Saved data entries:
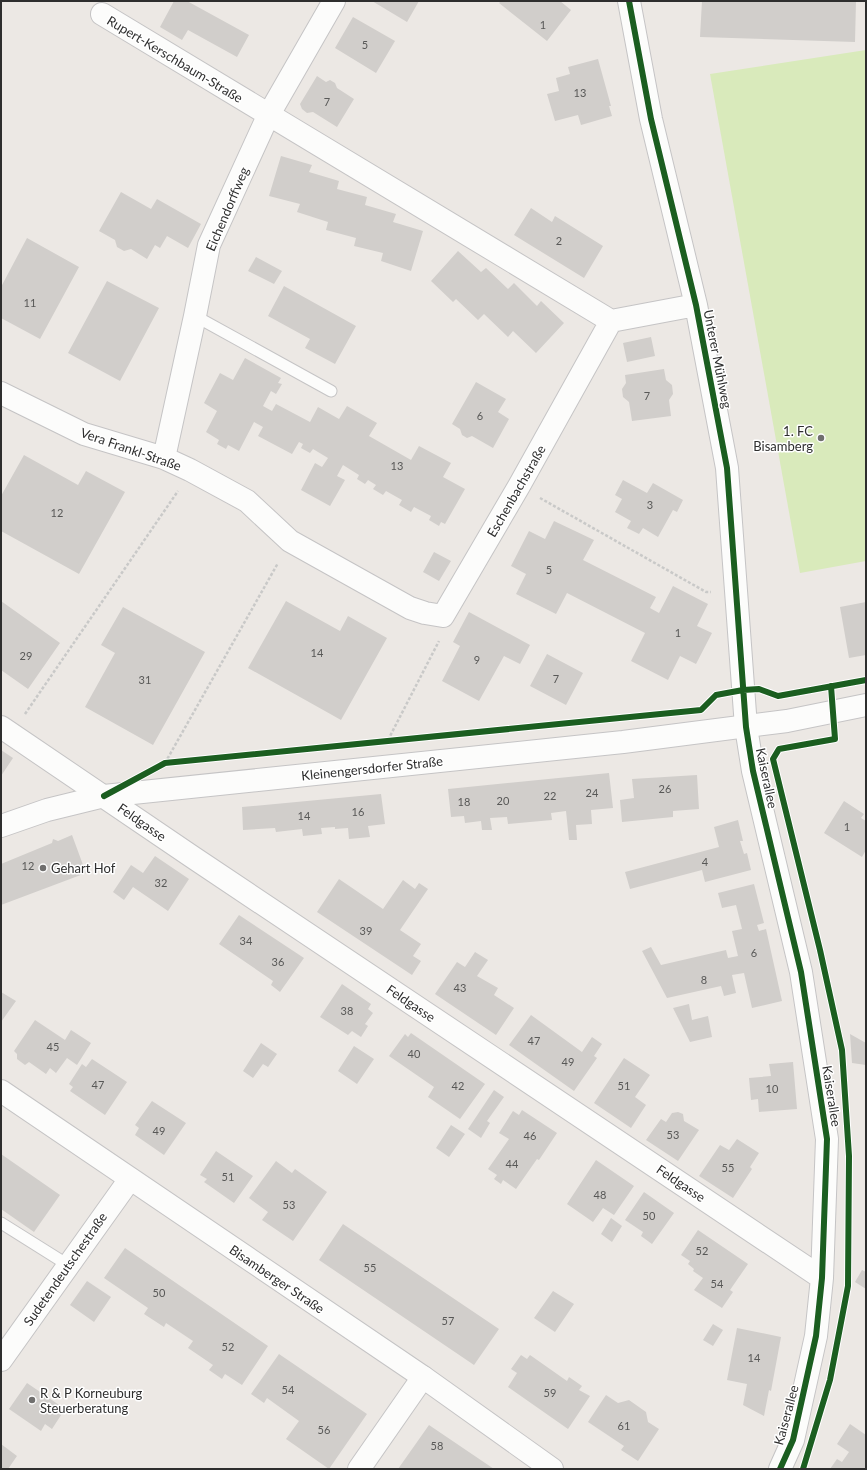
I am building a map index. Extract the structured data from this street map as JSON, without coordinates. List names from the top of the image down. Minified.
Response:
{"streets":{"street":["Rupert-Kerschbaum-Straße","Eichendorffweg","Unterer Mühlweg","Vera Frankl-Straße","Eschenbachstraße","Kleinengersdorfer Straße","Kaiserallee","Feldgasse","Sudetendeutschestraße","Bisamberger Straße"]},"crossings":[["Rupert-Kerschbaum-Straße","Eichendorffweg"],["Rupert-Kerschbaum-Straße","Eschenbachstraße"],["Eichendorffweg","Vera Frankl-Straße"],["Unterer Mühlweg","Kleinengersdorfer Straße"],["Unterer Mühlweg","Kaiserallee"],["Vera Frankl-Straße","Eschenbachstraße"],["Kleinengersdorfer Straße","Kaiserallee"],["Kleinengersdorfer Straße","Feldgasse"],["Kaiserallee","Feldgasse"],["Sudetendeutschestraße","Bisamberger Straße"]],"places":["1. FC Bisamberg","Gehart Hof","R & P Korneuburg Steuerberatung"],"house_numbers":["1","5","13","7","2","11","7","6","13","3","12","5","1","14","29","9","7","31","26","24","22","20","18","16","14","1","4","12","32","39","34","6","36","8","43","38","47","45","40","49","47","42","51","10","49","53","46","44","55","51","48","53","50","52","55","54","50","57","52","14","54","59","61","56","58"]}
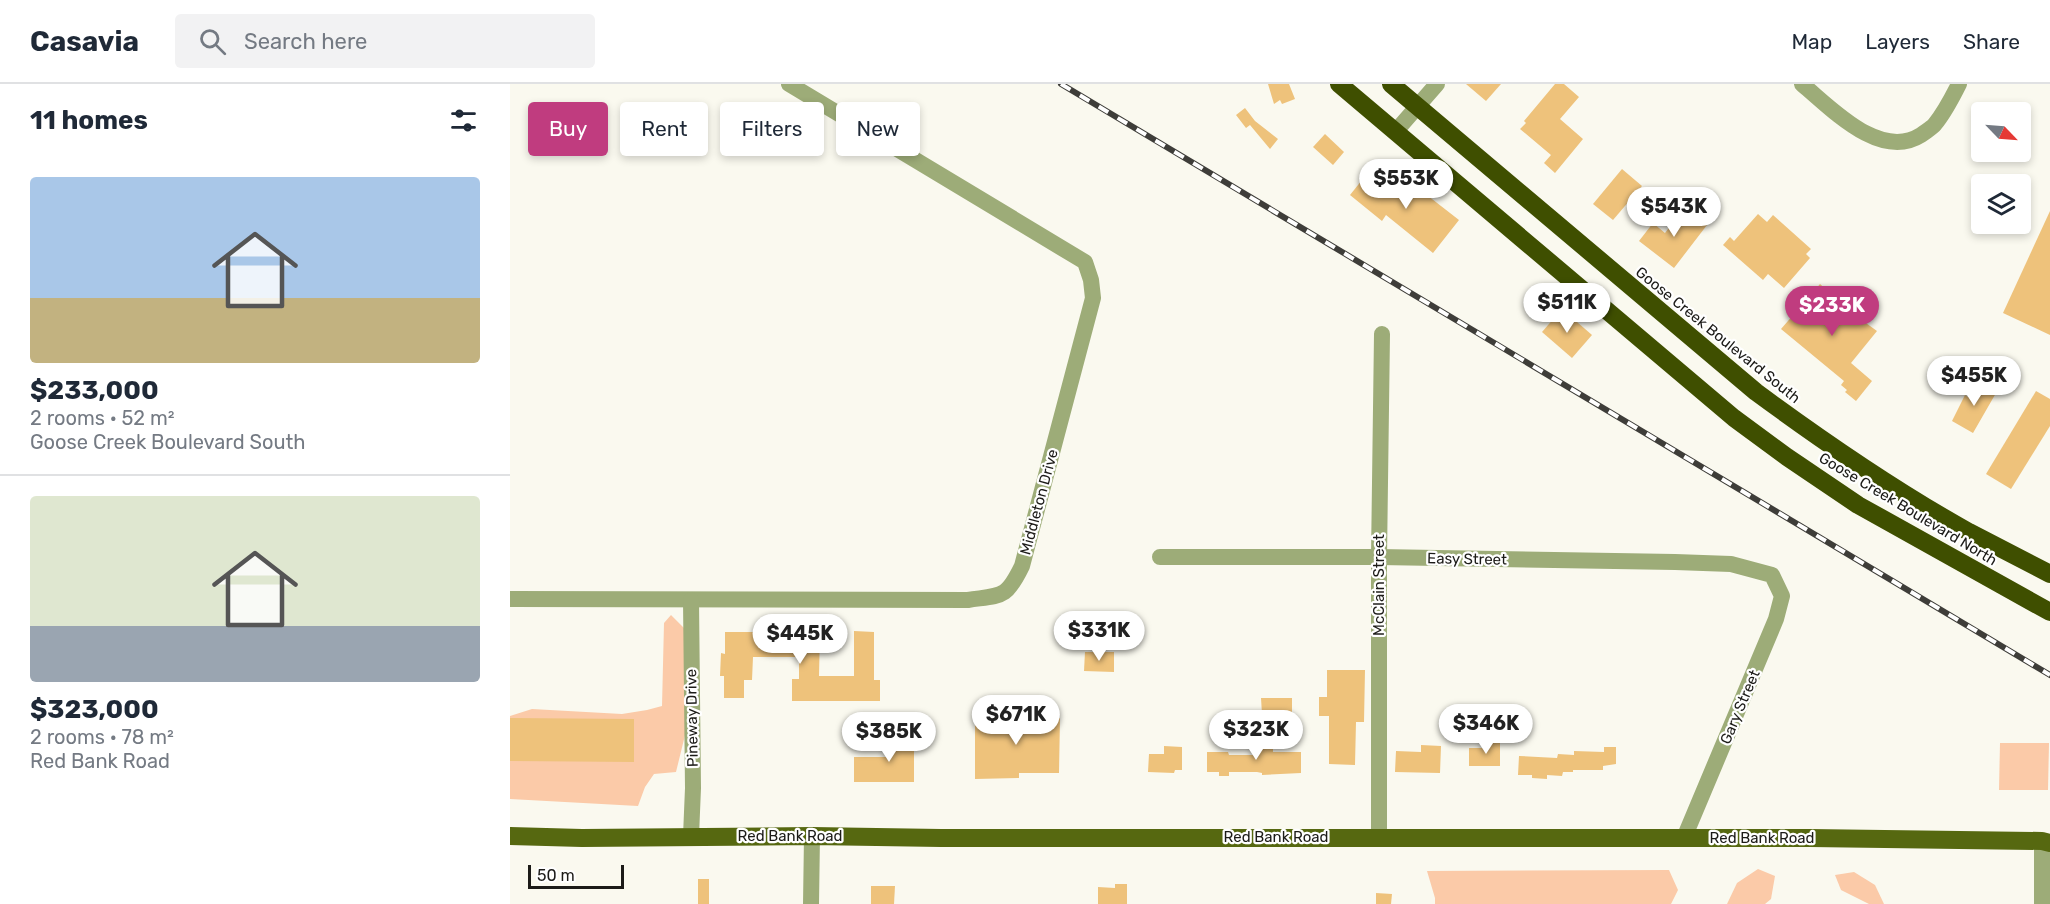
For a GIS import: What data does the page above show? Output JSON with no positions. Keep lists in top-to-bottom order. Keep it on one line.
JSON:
{"streets":{"highway":["Goose Creek Boulevard South","Goose Creek Boulevard North"],"main road":["Red Bank Road"],"street":["Middleton Drive","Easy Street","McClain Street","Gary Street","Pineway Drive"]},"crossings":[["Middleton Drive","Pineway Drive"],["Easy Street","McClain Street"],["Easy Street","Gary Street"],["McClain Street","Red Bank Road"],["Gary Street","Red Bank Road"],["Pineway Drive","Red Bank Road"]],"scale_bar":"50 m","north":"bottom right","page":{"header":"Casavia","search":"Search here","nav":["Map","Layers","Share"],"heading":"11 homes","chip":["Buy","Rent","Filters","New"],"list":[{"name":"$233,000","note":"2 rooms · 52 m² · Goose Creek Boulevard South"},{"name":"$323,000","note":"2 rooms · 78 m² · Red Bank Road"}],"price":["$553K","$543K","$511K","$233K","$455K","$331K","$445K","$671K","$346K","$323K","$385K"],"scale":"50 m"}}
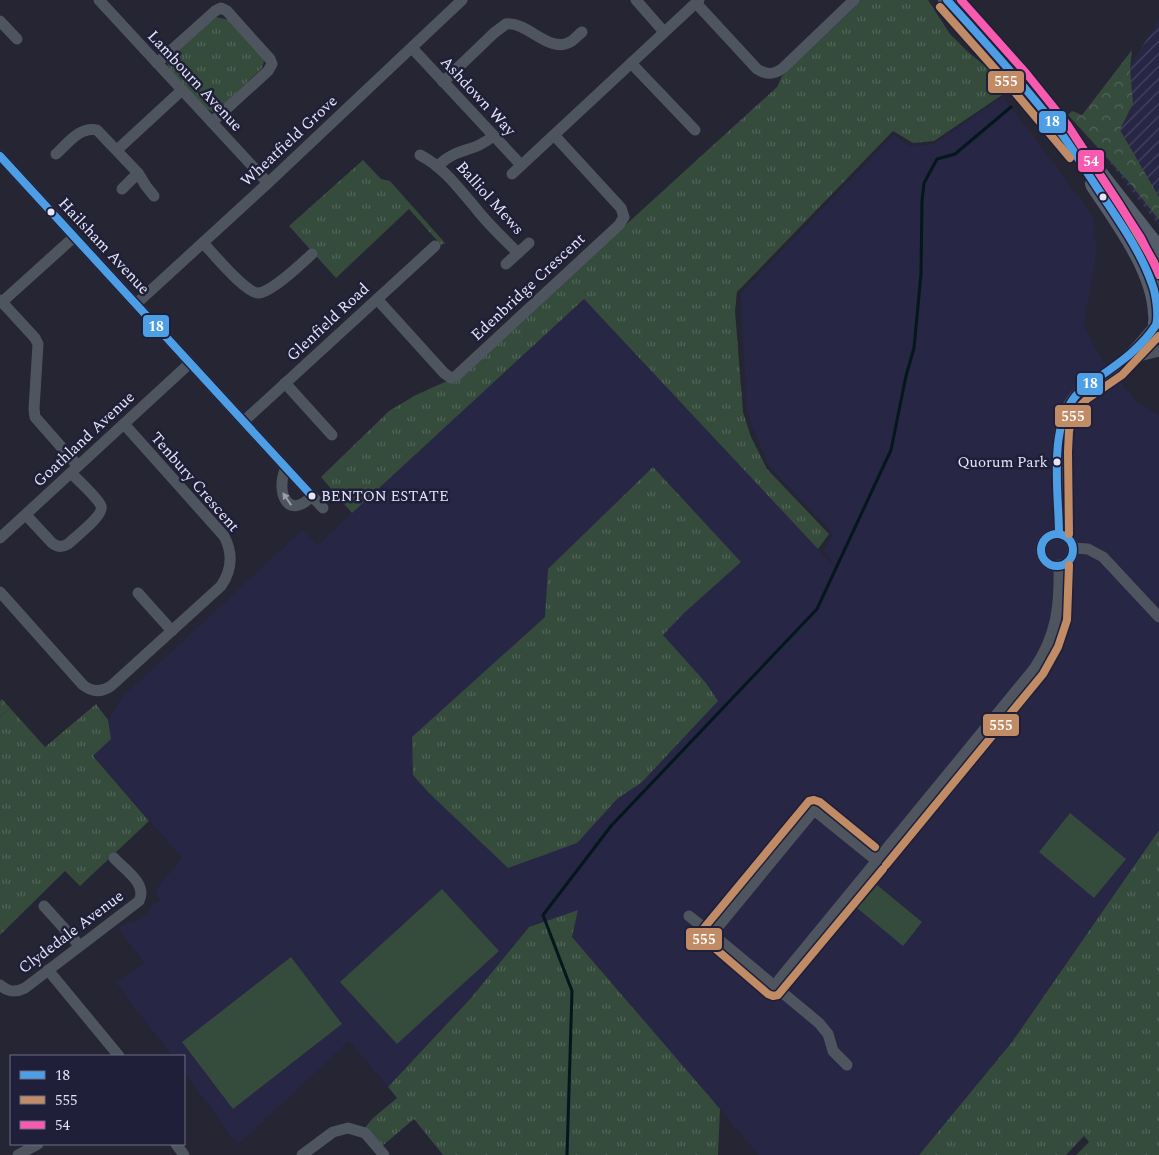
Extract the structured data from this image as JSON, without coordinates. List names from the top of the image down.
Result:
{
  "streets": {
    "street": [
      "Lambourn Avenue",
      "Ashdown Way",
      "Wheatfield Grove",
      "Balliol Mews",
      "Hailsham Avenue",
      "Edenbridge Crescent",
      "Glenfield Road",
      "Goathland Avenue",
      "Tenbury Crescent",
      "Clydedale Avenue"
    ]
  },
  "crossings": [
    ["Lambourn Avenue", "Wheatfield Grove"],
    ["Ashdown Way", "Wheatfield Grove"],
    ["Ashdown Way", "Balliol Mews"],
    ["Wheatfield Grove", "Hailsham Avenue"],
    ["Hailsham Avenue", "Glenfield Road"],
    ["Hailsham Avenue", "Goathland Avenue"],
    ["Edenbridge Crescent", "Glenfield Road"],
    ["Goathland Avenue", "Tenbury Crescent"]
  ],
  "places": ["Quorum Park", "BENTON ESTATE"],
  "lines": ["transit line 18", "transit line 54", "transit line 555"],
  "legend": ["18", "555", "54"]
}
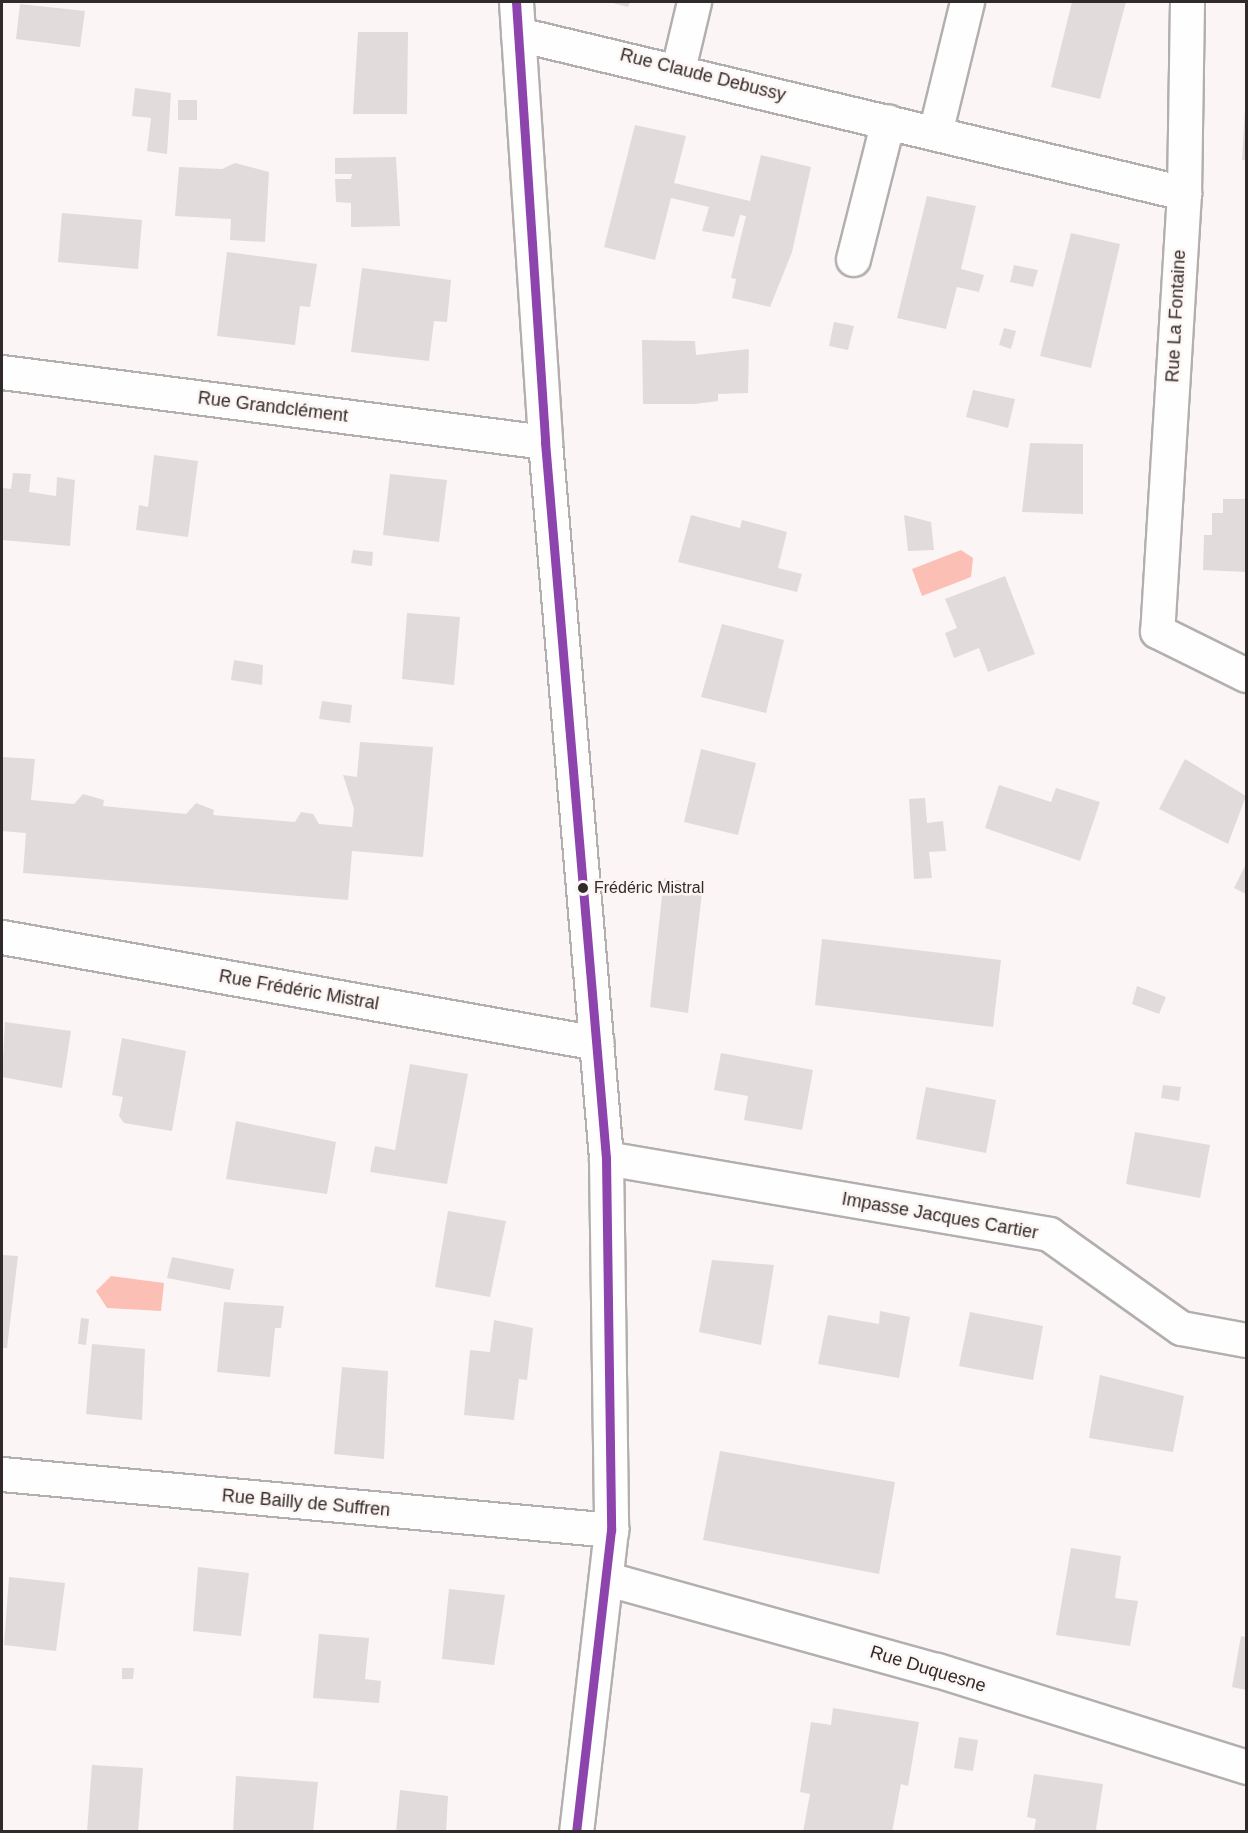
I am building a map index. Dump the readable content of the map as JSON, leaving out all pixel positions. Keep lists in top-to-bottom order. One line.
{"streets":{"street":["Rue Claude Debussy","Rue La Fontaine","Rue Grandclément","Rue Frédéric Mistral","Impasse Jacques Cartier","Rue Bailly de Suffren","Rue Duquesne"]},"crossings":[["Rue Claude Debussy","Rue La Fontaine"]],"places":["Frédéric Mistral"]}
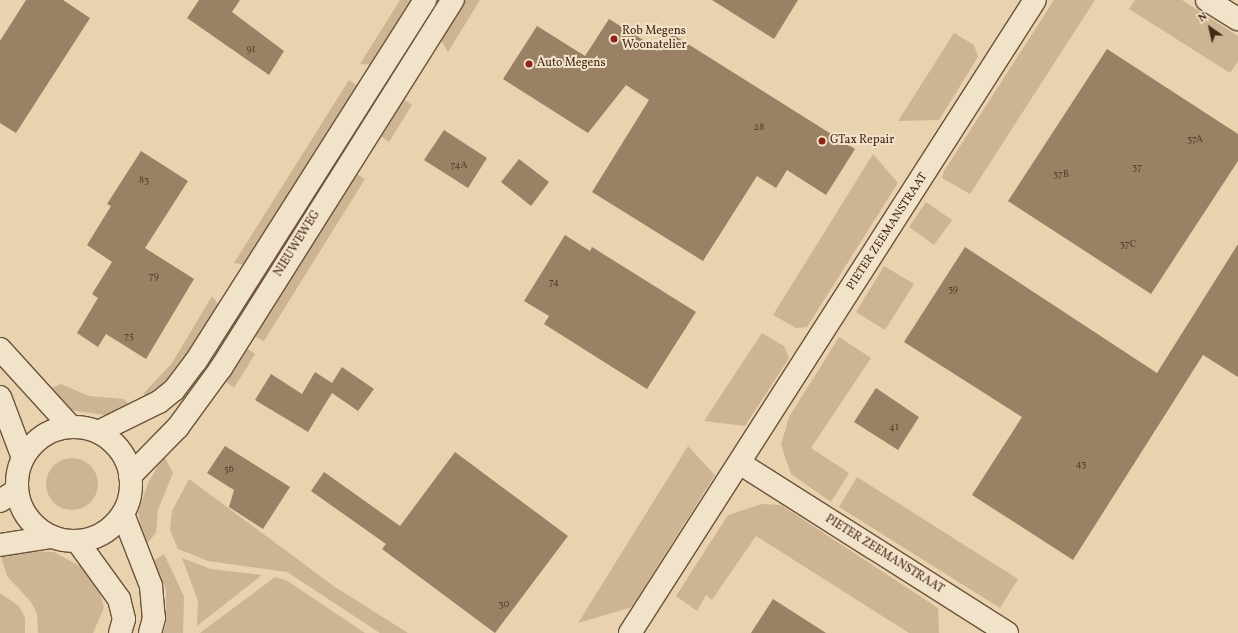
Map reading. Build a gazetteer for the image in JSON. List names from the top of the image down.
{
  "streets": {
    "street": ["PIETER ZEEMANSTRAAT", "NIEUWEWEG"]
  },
  "places": ["Rob Megens Woonatelier", "Auto Megens", "GTax Repair"],
  "house_numbers": [
    "91",
    "28",
    "37A",
    "74A",
    "37",
    "37B",
    "83",
    "37C",
    "79",
    "74",
    "39",
    "75",
    "41",
    "43",
    "56",
    "30"
  ],
  "north": "top left"
}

- **TASK**
Which of the lines in the data hold the string "structured"? Report each of them by copying it.

- **ANSWER SECTION**
I am building a map index. Extract the structured data from this street map as JSON, without coordinates. List names from the top of the image down. Minified.
Extract the structured data from this image as JSON, without coordinates. List names from the top of the image down.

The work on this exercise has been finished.